Cranio-facial placement guides and implants. A surgical placement guide with its matching orbital and zygomatic (cheek) implants. (Image courtesy of Renishaw.)

AM is an ideal process for metal as it allows metal parts to be built without the need for conventional tooling, ignoring many geometric limitations, and allowing for part consolidation for more efficient designs. This makes several metal alloys ideal materials for aerospace, automotive and medical applications as well as improves productivity in injection molding and expands possibilities in creative industries such as architecture.

Metals that are particularly suited to welding and casting are ideal for 3D printing.
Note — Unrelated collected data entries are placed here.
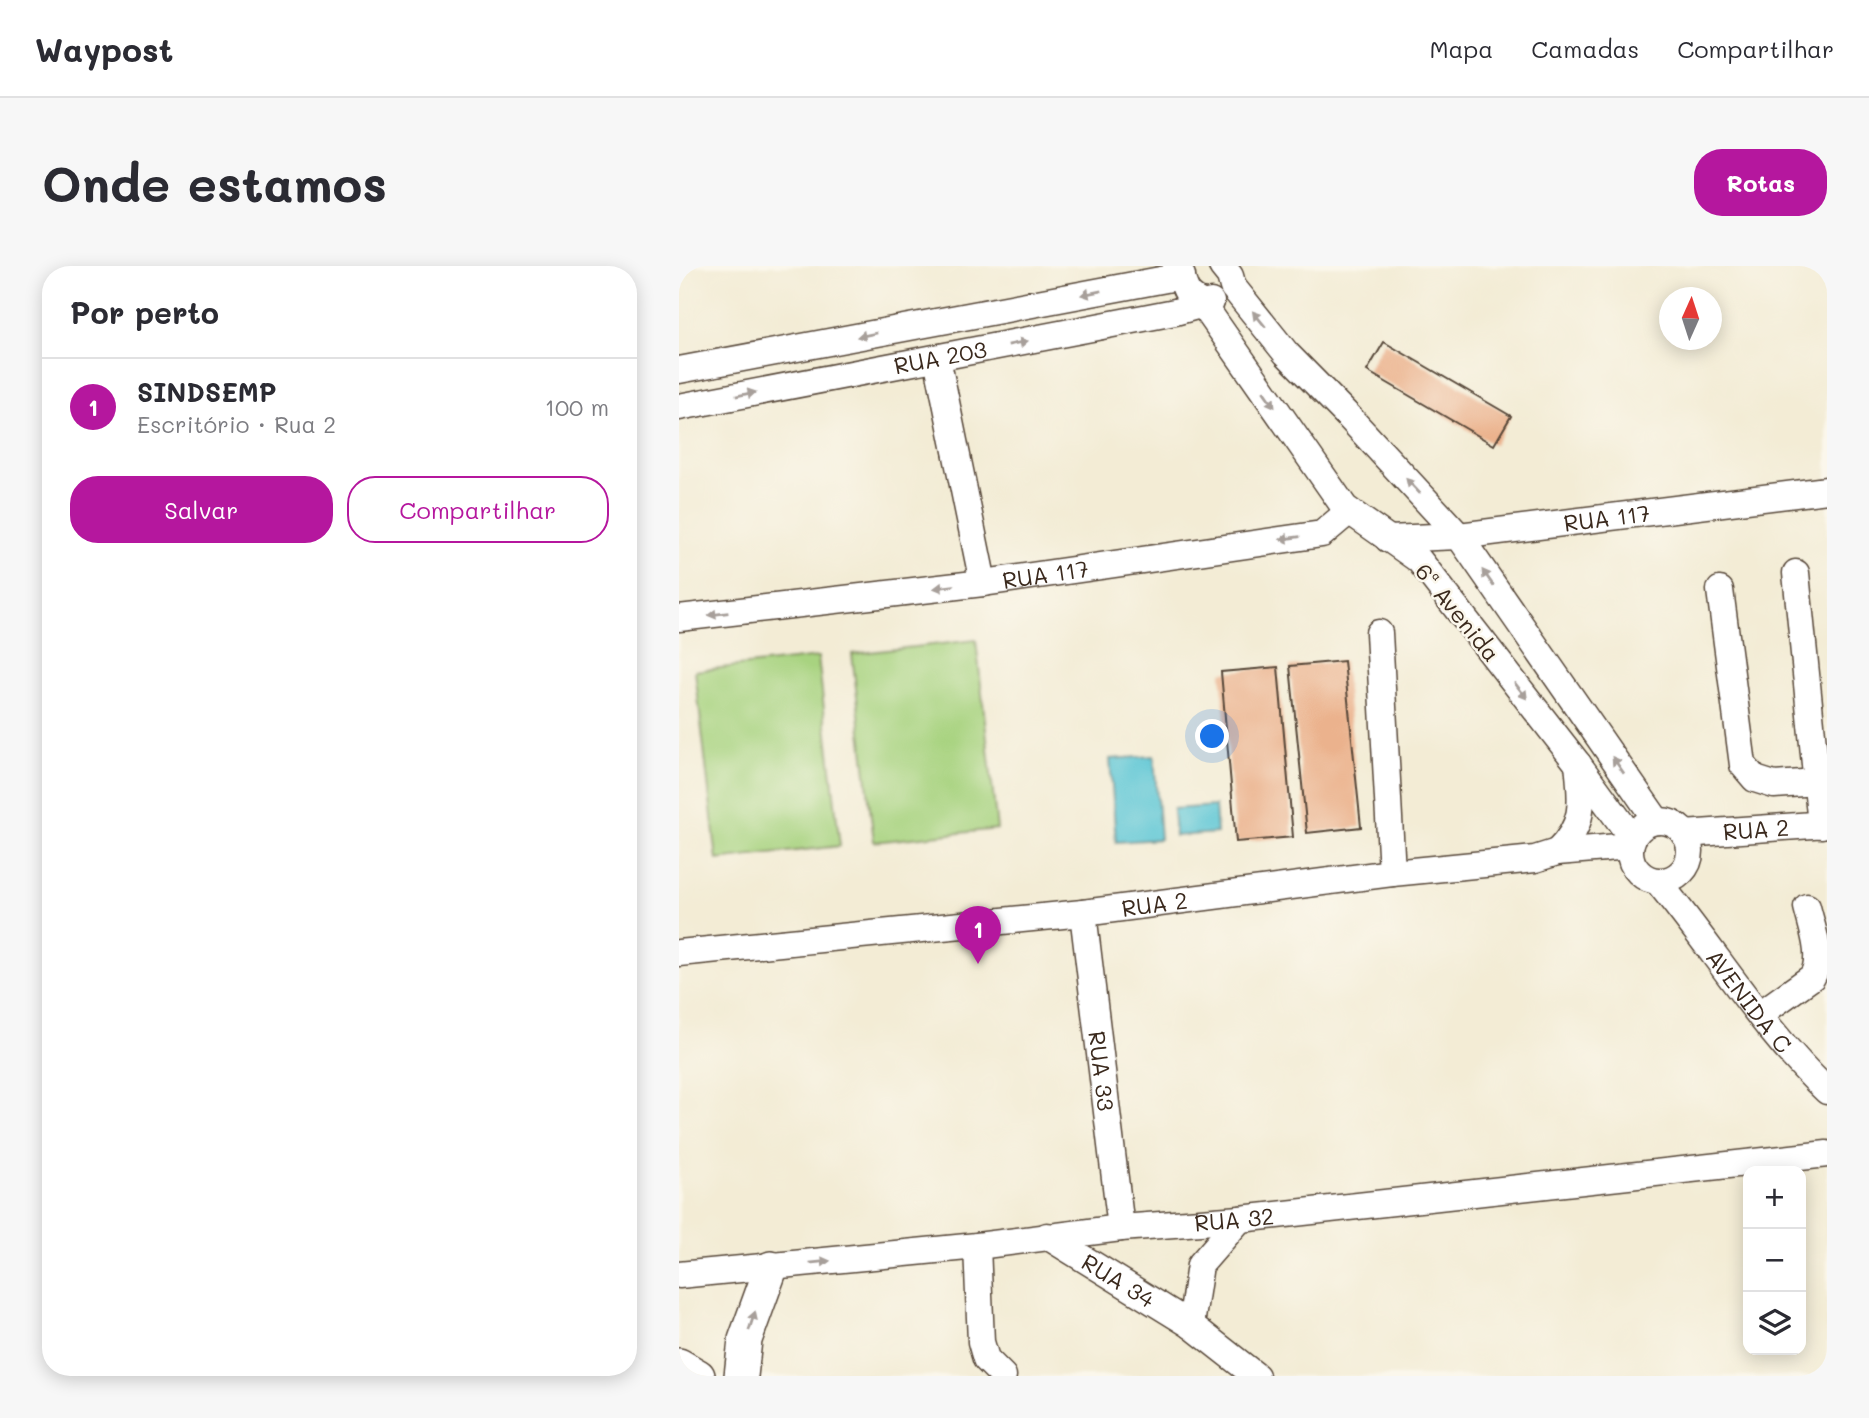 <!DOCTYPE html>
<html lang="pt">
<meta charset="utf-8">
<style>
:root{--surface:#fff;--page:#f7f7f7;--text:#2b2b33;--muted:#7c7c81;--line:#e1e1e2;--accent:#b5179e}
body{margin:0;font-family:Mali,sans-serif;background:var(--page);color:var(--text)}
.controls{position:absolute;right:21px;bottom:21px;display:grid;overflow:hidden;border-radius:14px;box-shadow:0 4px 18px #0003}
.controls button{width:63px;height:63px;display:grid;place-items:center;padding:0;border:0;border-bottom:2px solid var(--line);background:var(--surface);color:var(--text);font:35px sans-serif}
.compass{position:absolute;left:980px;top:21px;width:63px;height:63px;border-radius:50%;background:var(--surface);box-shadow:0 4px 18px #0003;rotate:3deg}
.you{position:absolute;left:534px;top:471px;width:24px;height:24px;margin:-18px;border:5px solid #fff;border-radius:50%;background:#1a73e8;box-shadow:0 0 0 10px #1a73e833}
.badge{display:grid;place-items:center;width:46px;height:46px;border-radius:50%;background:var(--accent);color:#fff;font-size:23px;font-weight:700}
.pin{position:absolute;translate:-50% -58px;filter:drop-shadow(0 2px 4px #0008)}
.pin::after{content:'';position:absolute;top:37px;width:24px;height:21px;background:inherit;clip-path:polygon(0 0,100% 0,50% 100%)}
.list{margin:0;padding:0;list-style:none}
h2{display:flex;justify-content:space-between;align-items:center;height:91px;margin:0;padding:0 28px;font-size:30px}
h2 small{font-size:23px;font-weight:400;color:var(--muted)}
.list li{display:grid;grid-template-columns:46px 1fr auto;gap:21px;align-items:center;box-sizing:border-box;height:98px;padding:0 28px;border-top:2px solid var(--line)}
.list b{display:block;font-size:26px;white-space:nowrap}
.list p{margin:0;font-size:23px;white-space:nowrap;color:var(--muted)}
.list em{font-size:23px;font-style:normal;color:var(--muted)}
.actions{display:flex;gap:14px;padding:21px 28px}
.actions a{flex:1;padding:16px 0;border:2px solid var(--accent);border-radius:28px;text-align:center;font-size:24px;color:var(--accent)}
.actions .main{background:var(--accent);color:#fff}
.icon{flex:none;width:38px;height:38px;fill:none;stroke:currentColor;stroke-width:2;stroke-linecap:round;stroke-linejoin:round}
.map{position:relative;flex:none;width:1148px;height:1110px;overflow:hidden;border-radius:28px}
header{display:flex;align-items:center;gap:42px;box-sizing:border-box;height:98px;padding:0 35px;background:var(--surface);border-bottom:2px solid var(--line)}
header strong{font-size:33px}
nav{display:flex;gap:38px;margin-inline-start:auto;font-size:24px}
.intro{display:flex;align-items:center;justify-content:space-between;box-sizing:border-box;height:168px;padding:0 42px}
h1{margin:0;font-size:49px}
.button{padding:18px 32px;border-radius:28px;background:var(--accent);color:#fff;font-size:24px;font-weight:700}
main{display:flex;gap:42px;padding:0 42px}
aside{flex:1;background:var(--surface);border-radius:28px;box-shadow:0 4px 18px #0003}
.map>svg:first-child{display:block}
.green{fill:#a8d380;stroke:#727e4f;stroke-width:2}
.water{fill:#59c5d4;stroke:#4a7879;stroke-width:2}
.building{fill:#ebb28d}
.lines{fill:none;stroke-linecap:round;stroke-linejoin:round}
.minor-casing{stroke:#574739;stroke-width:29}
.major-casing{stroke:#574739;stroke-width:36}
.minor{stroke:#fff;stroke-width:26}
.major{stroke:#fff;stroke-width:33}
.oneway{fill:#a79f9a}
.labels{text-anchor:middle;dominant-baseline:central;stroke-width:5;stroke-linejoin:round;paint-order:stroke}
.street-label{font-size:23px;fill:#3b2a1e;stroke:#fbf7ec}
</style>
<header>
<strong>Waypost</strong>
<nav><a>Mapa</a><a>Camadas</a><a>Compartilhar</a></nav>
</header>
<div class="intro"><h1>Onde estamos</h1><a class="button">Rotas</a></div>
<main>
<aside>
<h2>Por perto<small></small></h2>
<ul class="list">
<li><span class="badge">1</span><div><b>SINDSEMP</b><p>Escritório · Rua 2</p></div><em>100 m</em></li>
</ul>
<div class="actions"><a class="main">Salvar</a><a>Compartilhar</a></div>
</aside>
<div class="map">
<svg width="1148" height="1110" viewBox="0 0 1148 1110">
<rect width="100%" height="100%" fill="#fbf7ec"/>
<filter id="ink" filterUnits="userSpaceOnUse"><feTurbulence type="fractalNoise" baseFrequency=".0143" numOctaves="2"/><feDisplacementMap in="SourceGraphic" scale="14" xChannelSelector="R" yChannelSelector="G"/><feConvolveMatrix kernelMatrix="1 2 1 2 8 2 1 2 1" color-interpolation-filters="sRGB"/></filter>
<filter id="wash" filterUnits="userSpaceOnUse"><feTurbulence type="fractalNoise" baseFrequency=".00686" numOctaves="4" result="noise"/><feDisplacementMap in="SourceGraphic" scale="28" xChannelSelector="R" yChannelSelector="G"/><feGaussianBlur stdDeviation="1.57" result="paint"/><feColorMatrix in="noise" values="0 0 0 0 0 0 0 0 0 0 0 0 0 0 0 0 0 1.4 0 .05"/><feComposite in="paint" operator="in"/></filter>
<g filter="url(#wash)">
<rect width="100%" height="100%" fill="#f3ecd5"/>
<!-- green -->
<path class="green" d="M297,374L318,563L195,576L173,388Z
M139,391L161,580L38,594L16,405Z"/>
<!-- water -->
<path class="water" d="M475,490L481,573L437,576L431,493Z
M536,540L538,567L496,570L494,543Z"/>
<g id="blocks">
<!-- building -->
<path class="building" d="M705,76L832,150L815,179L688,105Z
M665,395L682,561L628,567L611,400Z
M599,401L614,571L557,576L542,406Z"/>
</g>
</g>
<g filter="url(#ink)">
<use href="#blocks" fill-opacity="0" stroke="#574739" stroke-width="2"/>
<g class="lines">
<!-- minor casing -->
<g class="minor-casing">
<g id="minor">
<path d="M497,0C508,18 501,27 523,37L666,242L740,294L899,498L953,572"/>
<path d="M543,0L551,10L554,21L607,87L670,151L780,270L978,555"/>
<path d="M258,92L304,317"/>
<path d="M0,104L503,10"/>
<path id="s1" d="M0,141L496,46L532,36"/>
<path id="s2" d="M709,273L780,270L1148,224"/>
<path d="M1117,307L1142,559"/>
<path d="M1041,324L1064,499L1076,513L1095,519L1138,516"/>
<path id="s3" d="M0,352L304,317L643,268L662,252L666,242"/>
<path d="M700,367L713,607"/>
<circle cx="981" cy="585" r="30"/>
<path id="s4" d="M1005,568L1148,558"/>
<path d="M878,586C907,558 903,535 899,498"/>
<path id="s5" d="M979,616C1035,683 1085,766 1148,825"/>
<path id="s6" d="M404,647L442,962"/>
<path id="s7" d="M0,687L404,647L713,607L856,593L878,586L951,580"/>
<path d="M1081,748L1133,711C1145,692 1133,662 1128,641"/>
<path id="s8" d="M368,970L512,1059L577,1110"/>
<path d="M298,980L302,1076L307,1093L324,1110"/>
<path id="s9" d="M0,1009L298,980L442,962L561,953L1148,888"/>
<path d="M512,1059L521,999L561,953"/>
</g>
</g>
<!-- major casing -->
<g class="major-casing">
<path id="major" d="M0,1099L19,1110
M62,1110L66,1074L92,1002"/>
</g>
<!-- minor -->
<use href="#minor" class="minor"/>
<!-- major -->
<use href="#major" class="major"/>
</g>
<!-- one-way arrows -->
<defs><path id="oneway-solid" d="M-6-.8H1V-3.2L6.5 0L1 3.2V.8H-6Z" transform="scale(1.75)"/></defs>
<g class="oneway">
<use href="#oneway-solid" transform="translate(412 27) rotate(169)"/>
<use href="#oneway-solid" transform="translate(580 53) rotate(-129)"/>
<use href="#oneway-solid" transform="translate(188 69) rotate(169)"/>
<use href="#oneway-solid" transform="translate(339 77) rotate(-11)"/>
<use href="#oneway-solid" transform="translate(67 128) rotate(-11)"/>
<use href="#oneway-solid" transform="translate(590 133) rotate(55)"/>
<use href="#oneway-solid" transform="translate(734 220) rotate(-133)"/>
<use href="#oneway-solid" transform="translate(611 272) rotate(172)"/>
<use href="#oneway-solid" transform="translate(809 312) rotate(-125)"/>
<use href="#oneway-solid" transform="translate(265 321) rotate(173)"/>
<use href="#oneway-solid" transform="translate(39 348) rotate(173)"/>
<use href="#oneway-solid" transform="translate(842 425) rotate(52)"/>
<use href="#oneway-solid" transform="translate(939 499) rotate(-125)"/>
<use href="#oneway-solid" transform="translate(141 996) rotate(-6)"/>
<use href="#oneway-solid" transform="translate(73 1055) rotate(-72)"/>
</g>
</g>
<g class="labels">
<!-- street labels -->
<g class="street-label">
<text stroke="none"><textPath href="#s1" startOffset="266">RUA 203</textPath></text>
<text stroke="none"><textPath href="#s2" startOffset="220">RUA 117</textPath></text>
<text stroke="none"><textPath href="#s3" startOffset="369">RUA 117</textPath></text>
<text transform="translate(779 346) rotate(51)">6ª Avenida</text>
<text stroke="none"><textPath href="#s4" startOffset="72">RUA 2</textPath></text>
<text stroke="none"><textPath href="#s7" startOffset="478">RUA 2</textPath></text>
<text stroke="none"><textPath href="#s5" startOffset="150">AVENIDA C</textPath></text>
<text stroke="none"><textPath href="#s6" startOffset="159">RUA 33</textPath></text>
<text stroke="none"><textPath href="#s9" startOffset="558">RUA 32</textPath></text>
<text stroke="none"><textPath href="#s8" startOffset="84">RUA 34</textPath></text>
</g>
</g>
</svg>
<div class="controls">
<button>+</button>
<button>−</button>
<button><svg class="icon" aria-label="layers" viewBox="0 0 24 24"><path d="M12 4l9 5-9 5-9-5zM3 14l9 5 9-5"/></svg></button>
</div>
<svg class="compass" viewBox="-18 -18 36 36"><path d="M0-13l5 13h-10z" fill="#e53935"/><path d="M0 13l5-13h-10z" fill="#7c7c81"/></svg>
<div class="you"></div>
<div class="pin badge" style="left:299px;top:698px">1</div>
</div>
</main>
Conversely, metals that are difficult or costly to cut and machine are also ideal for AM. Some of the most popular metals used include titanium, aluminum, stainless and tool steels, Inconel, copper and tungsten.

Titanium is highly popular in aerospace and medical applications for its lighter weight. With internal lattice structures, implants can be designed to accommodate bone ingrowth. Steel, on the other hand, can be used to print strong parts which are able to withstand extreme environments, such as combustion or high holding pressures. These and other metals can be printed from powder or melted wire.

Metal AM can be performed with several techniques including Selective Laser Sintering (SLS) for powder beds, Laser Metal Deposition (LMD) for either powder or wire, and Wire Directed Energy Deposition (WDED).

SLS is popular for creating smaller parts with more complicated designs using a “build-up” technique, which fuses metal powder using a CO2 laser along an X and Y axis, over a descending tray in a sealed, inert gas environment. A roller evens out the bed as the tray descends before the next pass of the laser.

WDED uses lasers to melt wire fed through a nozzle, usually in a sealed gas enclosure. This method achieves higher deposition rates compared to SLS, but can suffer from lower resolution. WDED is popular in applications requiring simpler parts and where conventional manufacturing techniques are slow or expensive, like in aerospace and automotive.

With such techniques, AM can provide significant cost and time savings for difficult to manufacture parts, while also allowing for more complex, smaller batch parts. AM has its fair share of weaknesses, however.

Extra Machining Steps Often Necessary for Metal 3D Printing

Selective Laser Sintering with metal powder for Additive Manufacturing. (Image courtesy TRUMPF.)

Selective Laser Sintering with metal powder for Additive Manufacturing. (Image courtesy TRUMPF.)

To put it bluntly, 3D printing metal parts is often not the solution for a manufacturer looking to produce parts at a high, mass-production volume. AM is ideal for smaller batch productions that emphasize customization and unique design over sheer quantity. Unfortunately, even the great degree of design flexibility causes its own issues.

Printed metal parts don’t come out of the machine with a smooth surface, and are often made in such unique shapes as to require support structures to help keep the part upright and stable during the printing process. As a result, extra machining steps are necessary in order to remove support structures and perform surface finish procedures.

Removing supports may require manual processes such as using a bandsaw, and deburring may be necessary for certain parts, especially for applications which may not require machining, says Mark Kirby, additive manufacturing business manager at Renishaw Canada.

“The only time we don’t do machining is, ironically, on some medical parts like cranial plates which will be polished,” says Kirby. “We’ll have a lot of manual work to do to make them smooth.”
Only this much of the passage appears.